“Voo de cruzeiro ou voo de galinha?”, por Nelson Marconi

Imagem: Getty Images

Por Nelson Marconi
02/06/2021

O IBGE divulgou hoje o resultado do PIB do 1º trimestre, com crescimento de 1,2% em relação ao trimestre anterior, 1,0% em relação ao primeiro trimestre de 2020 e -3,8% no acumulado dos últimos 12 meses. O que esse resultado demonstra sobre a economia brasileira?

O setor que mais se destacou no resultado foi o agropecuário e as suas exportações. Como já ocorreu em outras vezes, com a falta de dinamismo do restante da economia, esse setor se sobressai e, com demanda externa alta, preços elevados, câmbio desvalorizado, puxa o PIB para cima.

Porém, como já sabemos, esse movimento não é capaz de sustentar um crescimento consistente da economia. E nem dos empregos; não é à toa que a taxa de desemprego é a maior da história. No curto prazo, estimula as exportações, um pouco a taxa de investimento, mas é só.

Ao final do ano, o PIB deverá apresentar uma taxa positiva de crescimento, em função da base de comparação baixa (2020) e dos efeitos das exportações agrícolas. O resultado também dependerá do combate à pandemia, criminoso como sabemos, e será influenciado pela crise hídrica.

Chamam a atenção ainda dois fatos: o primeiro é a tendência da taxa de investimentos. O IBGE precisa, com urgência, explicitar impacto das importações de plataformas de petróleo já existentes por parte da Petrobras e outras empresas, seguindo as normas do chamado Repetro.

As plataformas de petróleo já existentes passaram a ser contabilizadas como importação de bens de capital e, consequentemente, há um aumento da taxa de investimento. Observando essa taxa desde o início de 2020, há uma evolução que, se real, estaríamos crescendo mais que a China.

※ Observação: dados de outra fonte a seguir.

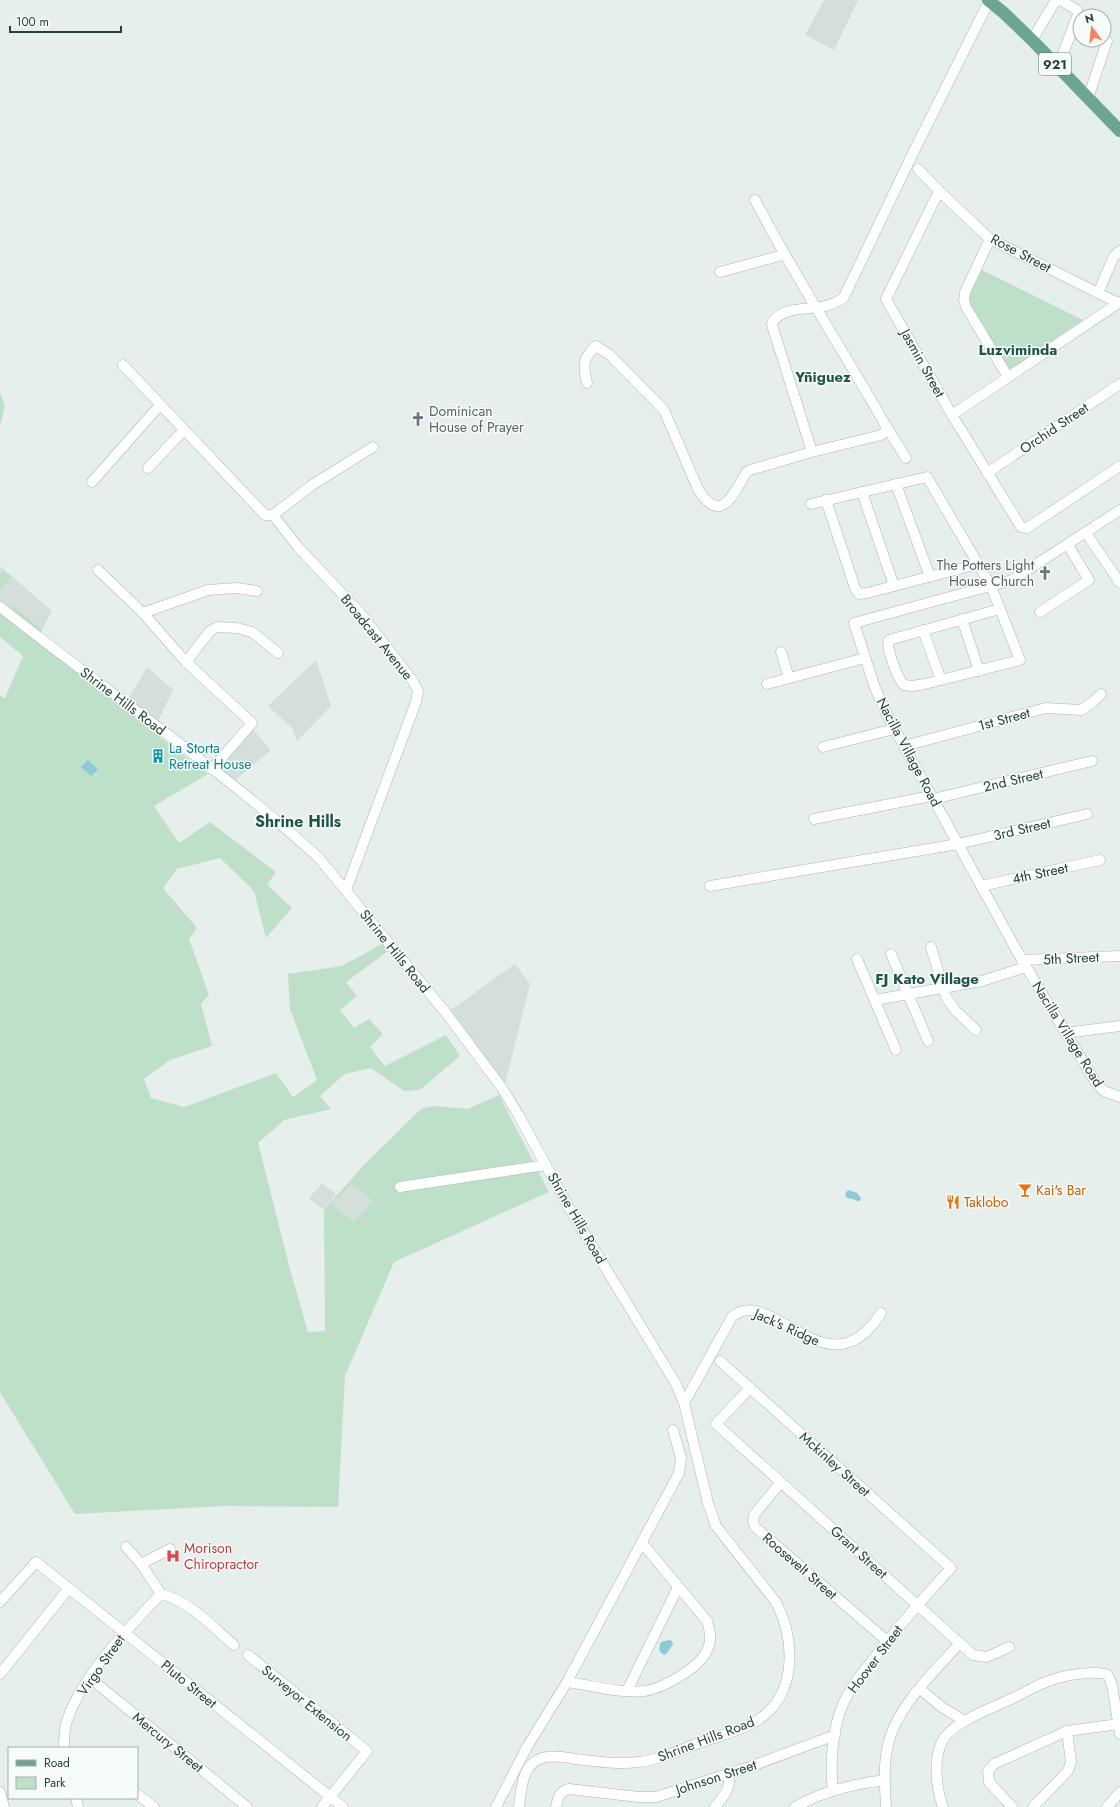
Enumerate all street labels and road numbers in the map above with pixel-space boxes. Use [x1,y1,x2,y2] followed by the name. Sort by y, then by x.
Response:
[1039,53,1071,75] road number: 921
[987,229,1055,278] street label: Rose Street
[895,323,950,401] street label: Jasmin Street
[1016,397,1093,458] street label: Orchid Street
[336,590,418,684] street label: Broadcast Avenue
[76,662,170,740] street label: Shrine Hills Road
[872,694,946,810] street label: Nacilla Village Road
[976,702,1033,736] street label: 1st Street
[981,763,1046,797] street label: 2nd Street
[991,813,1053,845] street label: 3rd Street
[1010,857,1070,889] street label: 4th Street
[355,905,435,997] street label: Shrine Hills Road
[1042,947,1100,969] street label: 5th Street
[1027,977,1109,1091] street label: Nacilla Village Road
[543,1169,611,1267] street label: Shrine Hills Road
[749,1303,823,1350] street label: Jack's Ridge
[795,1427,875,1502] street label: Mckinley Street
[826,1521,892,1584] street label: Grant Street
[758,1528,842,1605] street label: Roosevelt Street
[843,1620,908,1697] street label: Hoover Street
[73,1630,130,1700] street label: Virgo Street
[157,1655,222,1713] street label: Pluto Street
[257,1660,357,1746] street label: Surveyor Extension
[128,1707,208,1777] street label: Mercury Street
[655,1711,757,1767] street label: Shrine Hills Road
[671,1754,760,1800] street label: Johnson Street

Certamente, a taxa de investimento está muito inflada por essa prática das empresas de petróleo. Ok, há um impacto positivo das máquinas agrícolas, mas dado o comportamento dos indicadores da construção e da indústria, não há como termos uma alta tão expressiva da taxa de investimentos.

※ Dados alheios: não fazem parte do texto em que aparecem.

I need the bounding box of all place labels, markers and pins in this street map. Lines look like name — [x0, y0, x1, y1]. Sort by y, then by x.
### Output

E, por último, vale notar a mudança na composição da demanda que ocorreu desde o início da pandemia: o consumo das famílias reduziu sua participação no PIB, entre 2019 e os quatro trimestres acumulados até março de 21, de 64,8% para 61,7%; o investimento+var estoques passou de 15,4% para 17%.

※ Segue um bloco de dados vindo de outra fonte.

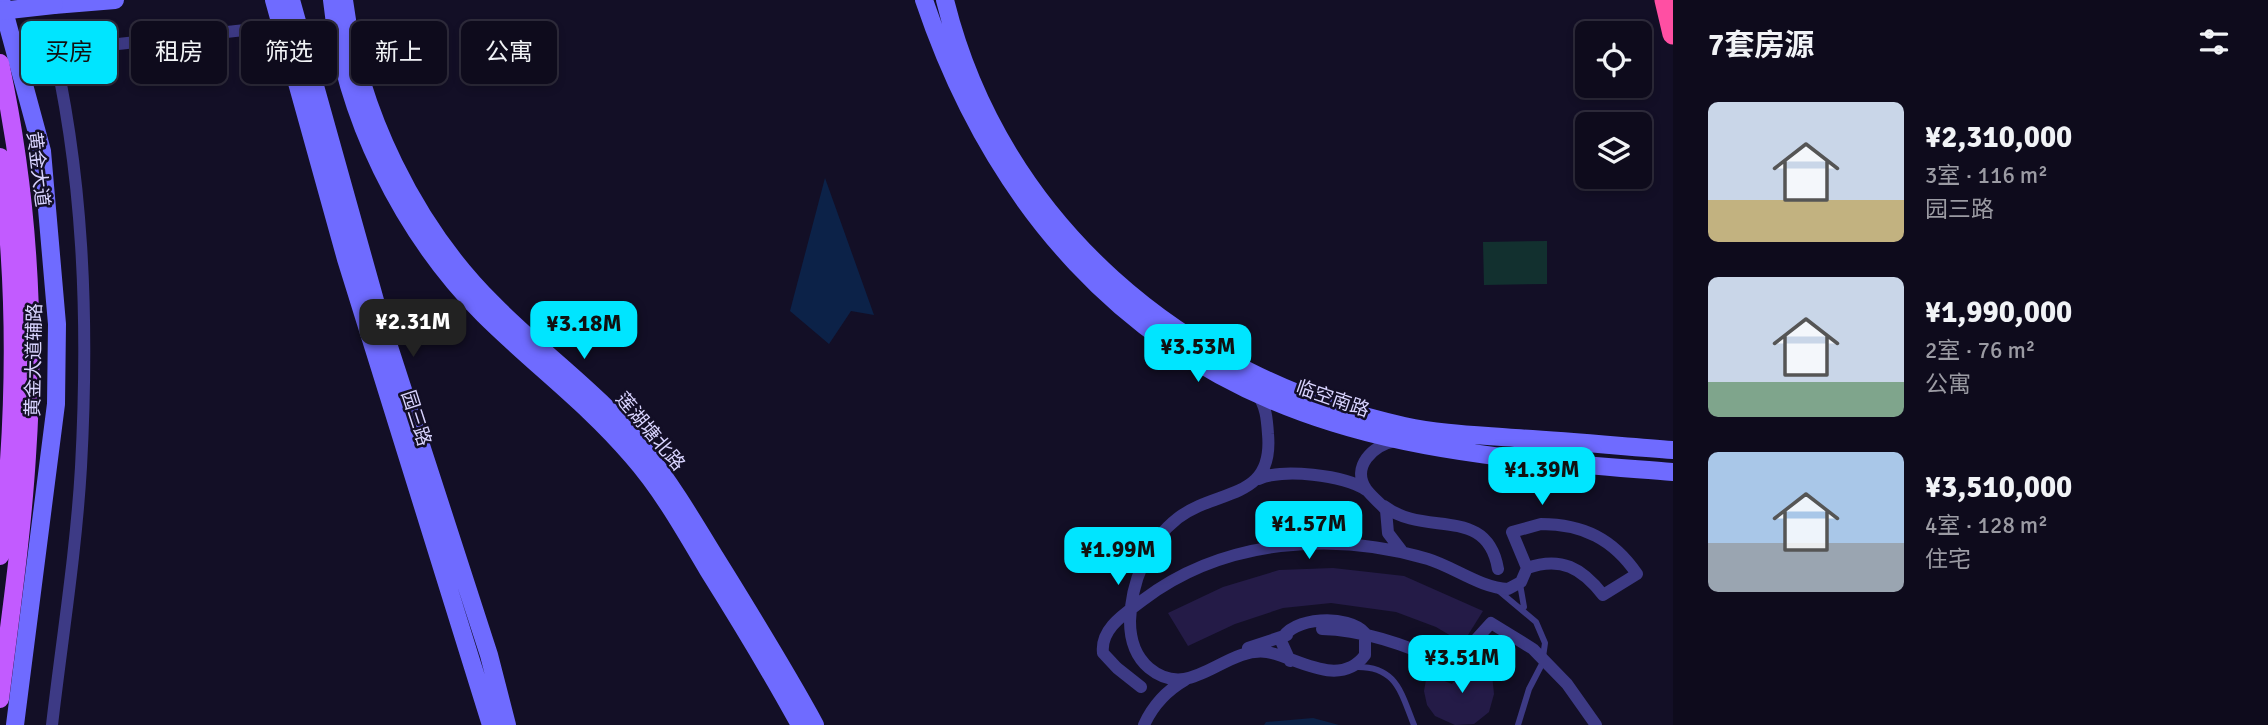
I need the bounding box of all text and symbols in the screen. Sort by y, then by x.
chip: 买房 [21,21,117,84]
chip: 租房 [131,21,227,84]
chip: 筛选 [241,21,337,84]
chip: 新上 [351,21,447,84]
chip: 公寓 [461,21,557,84]
map controls [1575,21,1652,189]
button: locate [1575,21,1652,98]
icon: filters [2195,23,2233,61]
text: 7套房源 [1708,27,1814,64]
button: layers [1575,112,1652,189]
text: ¥2,310,000 [1925,119,2072,156]
street label: 黄金大道 [21,130,55,208]
icon: home [1764,130,1848,214]
text: 3室 · 116 m² [1925,161,2048,190]
text: 园三路 [1925,195,1994,224]
text: ¥1,990,000 [1925,294,2072,331]
pin: ¥2.31M [356,300,470,359]
pin: ¥3.18M [527,302,641,361]
street label: 黄金大道辅路 [21,303,47,417]
icon: home [1764,305,1848,389]
text: ¥2.31M [375,307,451,336]
text: ¥3.18M [546,309,622,338]
pin: ¥3.53M [1141,324,1255,384]
text: ¥3.53M [1160,332,1236,361]
text: 2室 · 76 m² [1925,336,2035,365]
text: 公寓 [1925,370,1971,399]
street label: 临空南路 [1293,375,1373,423]
street label: 园三路 [396,387,436,449]
street label: 莲湖塘北路 [611,388,690,476]
pin: ¥1.39M [1485,448,1599,507]
text: ¥1.39M [1504,455,1580,484]
text: ¥3,510,000 [1925,469,2072,506]
icon: home [1764,480,1848,564]
pin: ¥1.57M [1252,502,1366,561]
text: ¥1.57M [1271,509,1347,538]
text: 4室 · 128 m² [1925,511,2048,540]
pin: ¥1.99M [1061,528,1175,587]
text: ¥1.99M [1080,535,1156,564]
text: 住宅 [1925,545,1971,574]
pin: ¥3.51M [1405,636,1519,695]
text: ¥3.51M [1424,643,1500,672]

O consumo do governo ficou praticamente estável, em torno de 20%, enquanto as exportações passaram de 14,1% para 17,7% e as importações, de 14,4% para 16,5% (infladas pelo Repetro).

Fica claro o papel das exportações nessa alta. Pena que sejam primordialmente de produtos agrícolas; antes que joguem as pedras, explico que a taxa de câmbio competitiva não consegue, sozinha e nem tão rápido, ajudar uma indústria prejudicada há tantos anos.

Ou nos dedicamos seriamente a mudar este quadro, ou sempre teremos passageiros sopros de crescimento, fortemente alardeados, como esse agora, e sem impacto sobre o emprego. Somos craques em voos de galinha, e não voos em ritmo de cruzeiro, que seria o correto.

 

*Nelson Marconi é economista, vice-presidente da Fundação Leonel Brizola – Alberto Pasqualini (FLB-AP) em São Paulo e coordenador do plano de governo do presidenciável do PDT, Ciro Gomes.